» **AIM OF THE EXERCISE**: Copy whichever lines of the data hold the word "Keep".

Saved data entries
- - - - -

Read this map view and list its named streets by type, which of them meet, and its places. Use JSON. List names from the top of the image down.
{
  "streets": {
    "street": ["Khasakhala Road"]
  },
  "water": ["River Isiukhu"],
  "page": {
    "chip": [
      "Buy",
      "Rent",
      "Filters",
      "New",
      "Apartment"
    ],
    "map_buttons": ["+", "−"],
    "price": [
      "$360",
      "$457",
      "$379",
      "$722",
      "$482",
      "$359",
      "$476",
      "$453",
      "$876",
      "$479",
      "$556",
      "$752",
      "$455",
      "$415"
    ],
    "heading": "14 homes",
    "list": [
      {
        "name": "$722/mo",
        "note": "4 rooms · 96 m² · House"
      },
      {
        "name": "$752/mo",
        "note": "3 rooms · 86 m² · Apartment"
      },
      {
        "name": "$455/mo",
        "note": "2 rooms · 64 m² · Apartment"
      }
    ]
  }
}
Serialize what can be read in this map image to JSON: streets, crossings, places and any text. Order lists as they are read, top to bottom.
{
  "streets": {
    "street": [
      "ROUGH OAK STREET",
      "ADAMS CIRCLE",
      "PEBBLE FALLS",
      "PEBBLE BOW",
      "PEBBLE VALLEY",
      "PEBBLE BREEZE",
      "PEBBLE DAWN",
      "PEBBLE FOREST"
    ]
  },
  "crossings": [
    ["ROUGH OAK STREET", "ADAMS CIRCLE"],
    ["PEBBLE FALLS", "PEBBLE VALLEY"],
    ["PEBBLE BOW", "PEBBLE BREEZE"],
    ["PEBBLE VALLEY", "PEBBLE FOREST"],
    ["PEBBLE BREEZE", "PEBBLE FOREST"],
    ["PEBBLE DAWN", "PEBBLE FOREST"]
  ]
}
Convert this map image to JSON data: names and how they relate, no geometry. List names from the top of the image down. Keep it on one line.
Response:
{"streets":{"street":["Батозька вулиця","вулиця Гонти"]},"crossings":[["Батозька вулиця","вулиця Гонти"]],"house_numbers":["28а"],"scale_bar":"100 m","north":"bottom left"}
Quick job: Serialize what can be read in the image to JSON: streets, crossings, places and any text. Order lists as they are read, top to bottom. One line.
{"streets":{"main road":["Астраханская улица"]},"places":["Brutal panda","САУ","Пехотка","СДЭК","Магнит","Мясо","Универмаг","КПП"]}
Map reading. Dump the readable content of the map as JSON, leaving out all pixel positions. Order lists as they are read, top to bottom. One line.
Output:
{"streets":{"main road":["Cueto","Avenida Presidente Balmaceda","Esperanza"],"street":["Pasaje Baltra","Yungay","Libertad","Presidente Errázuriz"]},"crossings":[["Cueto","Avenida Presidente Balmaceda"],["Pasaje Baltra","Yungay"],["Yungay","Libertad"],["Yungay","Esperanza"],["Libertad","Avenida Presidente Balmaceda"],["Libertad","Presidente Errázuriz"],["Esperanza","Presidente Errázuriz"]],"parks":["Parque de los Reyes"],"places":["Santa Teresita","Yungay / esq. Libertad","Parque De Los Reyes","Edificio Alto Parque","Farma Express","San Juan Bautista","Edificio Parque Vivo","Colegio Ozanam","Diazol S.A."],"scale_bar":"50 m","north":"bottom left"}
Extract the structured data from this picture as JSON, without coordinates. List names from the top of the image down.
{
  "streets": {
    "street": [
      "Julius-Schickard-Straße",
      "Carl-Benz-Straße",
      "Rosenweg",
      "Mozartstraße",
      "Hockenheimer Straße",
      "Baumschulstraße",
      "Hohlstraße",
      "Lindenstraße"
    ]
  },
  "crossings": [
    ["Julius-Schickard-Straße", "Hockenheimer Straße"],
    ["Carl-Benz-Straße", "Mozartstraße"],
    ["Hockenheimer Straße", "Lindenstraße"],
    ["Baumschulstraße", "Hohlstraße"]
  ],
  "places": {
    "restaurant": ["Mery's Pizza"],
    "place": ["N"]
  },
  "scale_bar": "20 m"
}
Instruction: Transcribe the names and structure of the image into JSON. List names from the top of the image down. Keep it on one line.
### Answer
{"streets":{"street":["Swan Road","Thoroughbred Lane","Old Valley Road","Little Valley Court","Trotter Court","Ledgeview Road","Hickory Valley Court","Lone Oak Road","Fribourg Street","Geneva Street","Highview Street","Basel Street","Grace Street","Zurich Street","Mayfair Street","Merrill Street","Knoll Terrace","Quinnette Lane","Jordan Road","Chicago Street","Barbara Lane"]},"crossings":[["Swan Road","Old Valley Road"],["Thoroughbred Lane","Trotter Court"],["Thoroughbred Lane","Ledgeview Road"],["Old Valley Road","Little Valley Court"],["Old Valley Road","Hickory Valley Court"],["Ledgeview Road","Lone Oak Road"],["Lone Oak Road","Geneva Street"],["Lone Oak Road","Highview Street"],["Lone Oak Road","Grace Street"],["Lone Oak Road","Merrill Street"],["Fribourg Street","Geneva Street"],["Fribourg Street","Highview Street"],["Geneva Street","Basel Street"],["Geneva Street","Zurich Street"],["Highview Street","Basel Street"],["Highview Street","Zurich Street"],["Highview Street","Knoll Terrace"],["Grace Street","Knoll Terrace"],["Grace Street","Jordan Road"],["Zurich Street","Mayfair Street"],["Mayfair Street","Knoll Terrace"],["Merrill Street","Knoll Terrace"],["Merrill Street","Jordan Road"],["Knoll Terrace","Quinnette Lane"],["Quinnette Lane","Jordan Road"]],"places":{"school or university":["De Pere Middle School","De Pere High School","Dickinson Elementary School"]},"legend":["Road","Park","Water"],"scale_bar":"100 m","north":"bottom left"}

- - - - -

» **SOLUTION TO THIS PROBLEM**:
Convert this map image to JSON data: names and how they relate, no geometry. List names from the top of the image down. Keep it on one line.
Instruction: Transcribe the names and structure of the image into JSON. List names from the top of the image down. Keep it on one line.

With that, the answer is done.